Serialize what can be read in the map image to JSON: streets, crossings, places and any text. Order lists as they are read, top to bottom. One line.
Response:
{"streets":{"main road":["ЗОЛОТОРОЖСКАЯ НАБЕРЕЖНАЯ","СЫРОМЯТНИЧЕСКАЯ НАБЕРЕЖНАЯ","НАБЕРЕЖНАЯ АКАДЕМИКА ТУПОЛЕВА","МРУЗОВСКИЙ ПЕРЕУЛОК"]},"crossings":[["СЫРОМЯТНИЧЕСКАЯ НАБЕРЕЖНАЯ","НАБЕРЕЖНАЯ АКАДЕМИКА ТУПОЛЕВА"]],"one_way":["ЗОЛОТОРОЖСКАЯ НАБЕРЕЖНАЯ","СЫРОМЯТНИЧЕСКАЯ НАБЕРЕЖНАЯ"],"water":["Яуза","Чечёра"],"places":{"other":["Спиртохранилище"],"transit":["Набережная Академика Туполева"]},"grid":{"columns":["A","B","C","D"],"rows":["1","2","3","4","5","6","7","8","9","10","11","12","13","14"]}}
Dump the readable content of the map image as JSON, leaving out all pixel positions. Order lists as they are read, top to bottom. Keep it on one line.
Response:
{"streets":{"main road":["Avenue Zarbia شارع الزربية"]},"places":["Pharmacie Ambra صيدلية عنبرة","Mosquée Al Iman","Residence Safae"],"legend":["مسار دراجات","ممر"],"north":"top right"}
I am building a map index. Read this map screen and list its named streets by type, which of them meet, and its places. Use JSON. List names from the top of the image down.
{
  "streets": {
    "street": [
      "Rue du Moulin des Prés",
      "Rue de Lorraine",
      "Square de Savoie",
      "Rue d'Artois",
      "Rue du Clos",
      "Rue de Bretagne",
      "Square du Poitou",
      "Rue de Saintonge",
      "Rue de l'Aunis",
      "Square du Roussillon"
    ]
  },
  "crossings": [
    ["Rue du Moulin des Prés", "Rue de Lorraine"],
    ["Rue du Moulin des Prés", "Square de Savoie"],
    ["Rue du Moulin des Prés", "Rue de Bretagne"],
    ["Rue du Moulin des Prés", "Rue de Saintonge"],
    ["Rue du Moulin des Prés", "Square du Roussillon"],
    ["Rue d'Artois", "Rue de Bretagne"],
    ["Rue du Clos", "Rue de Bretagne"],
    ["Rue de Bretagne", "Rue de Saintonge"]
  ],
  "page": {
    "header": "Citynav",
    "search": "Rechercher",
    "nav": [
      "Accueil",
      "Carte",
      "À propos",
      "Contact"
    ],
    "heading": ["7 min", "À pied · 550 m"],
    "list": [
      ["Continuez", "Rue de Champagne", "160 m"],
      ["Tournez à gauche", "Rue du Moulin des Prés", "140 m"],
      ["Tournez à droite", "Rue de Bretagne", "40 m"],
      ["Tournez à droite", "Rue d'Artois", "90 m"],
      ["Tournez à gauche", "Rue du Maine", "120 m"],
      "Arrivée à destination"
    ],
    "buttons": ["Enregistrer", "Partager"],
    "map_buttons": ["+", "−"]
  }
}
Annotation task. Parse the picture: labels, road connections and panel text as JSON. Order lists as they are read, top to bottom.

Exercise aim:
Starting at the line that contains "Dump the readable", write out every line to the end of the entries, exactly as given.

Your response:
Dump the readable content of the map image as JSON, leaving out all pixel positions. Order lists as they are read, top to bottom. Keep it on one line.
Response:
{"streets":{"main road":["Avenue Zarbia شارع الزربية"]},"places":["Pharmacie Ambra صيدلية عنبرة","Mosquée Al Iman","Residence Safae"],"legend":["مسار دراجات","ممر"],"north":"top right"}
I am building a map index. Read this map screen and list its named streets by type, which of them meet, and its places. Use JSON. List names from the top of the image down.
{
  "streets": {
    "street": [
      "Rue du Moulin des Prés",
      "Rue de Lorraine",
      "Square de Savoie",
      "Rue d'Artois",
      "Rue du Clos",
      "Rue de Bretagne",
      "Square du Poitou",
      "Rue de Saintonge",
      "Rue de l'Aunis",
      "Square du Roussillon"
    ]
  },
  "crossings": [
    ["Rue du Moulin des Prés", "Rue de Lorraine"],
    ["Rue du Moulin des Prés", "Square de Savoie"],
    ["Rue du Moulin des Prés", "Rue de Bretagne"],
    ["Rue du Moulin des Prés", "Rue de Saintonge"],
    ["Rue du Moulin des Prés", "Square du Roussillon"],
    ["Rue d'Artois", "Rue de Bretagne"],
    ["Rue du Clos", "Rue de Bretagne"],
    ["Rue de Bretagne", "Rue de Saintonge"]
  ],
  "page": {
    "header": "Citynav",
    "search": "Rechercher",
    "nav": [
      "Accueil",
      "Carte",
      "À propos",
      "Contact"
    ],
    "heading": ["7 min", "À pied · 550 m"],
    "list": [
      ["Continuez", "Rue de Champagne", "160 m"],
      ["Tournez à gauche", "Rue du Moulin des Prés", "140 m"],
      ["Tournez à droite", "Rue de Bretagne", "40 m"],
      ["Tournez à droite", "Rue d'Artois", "90 m"],
      ["Tournez à gauche", "Rue du Maine", "120 m"],
      "Arrivée à destination"
    ],
    "buttons": ["Enregistrer", "Partager"],
    "map_buttons": ["+", "−"]
  }
}
Annotation task. Parse the picture: labels, road connections and panel text as JSON. Order lists as they are read, top to bottom.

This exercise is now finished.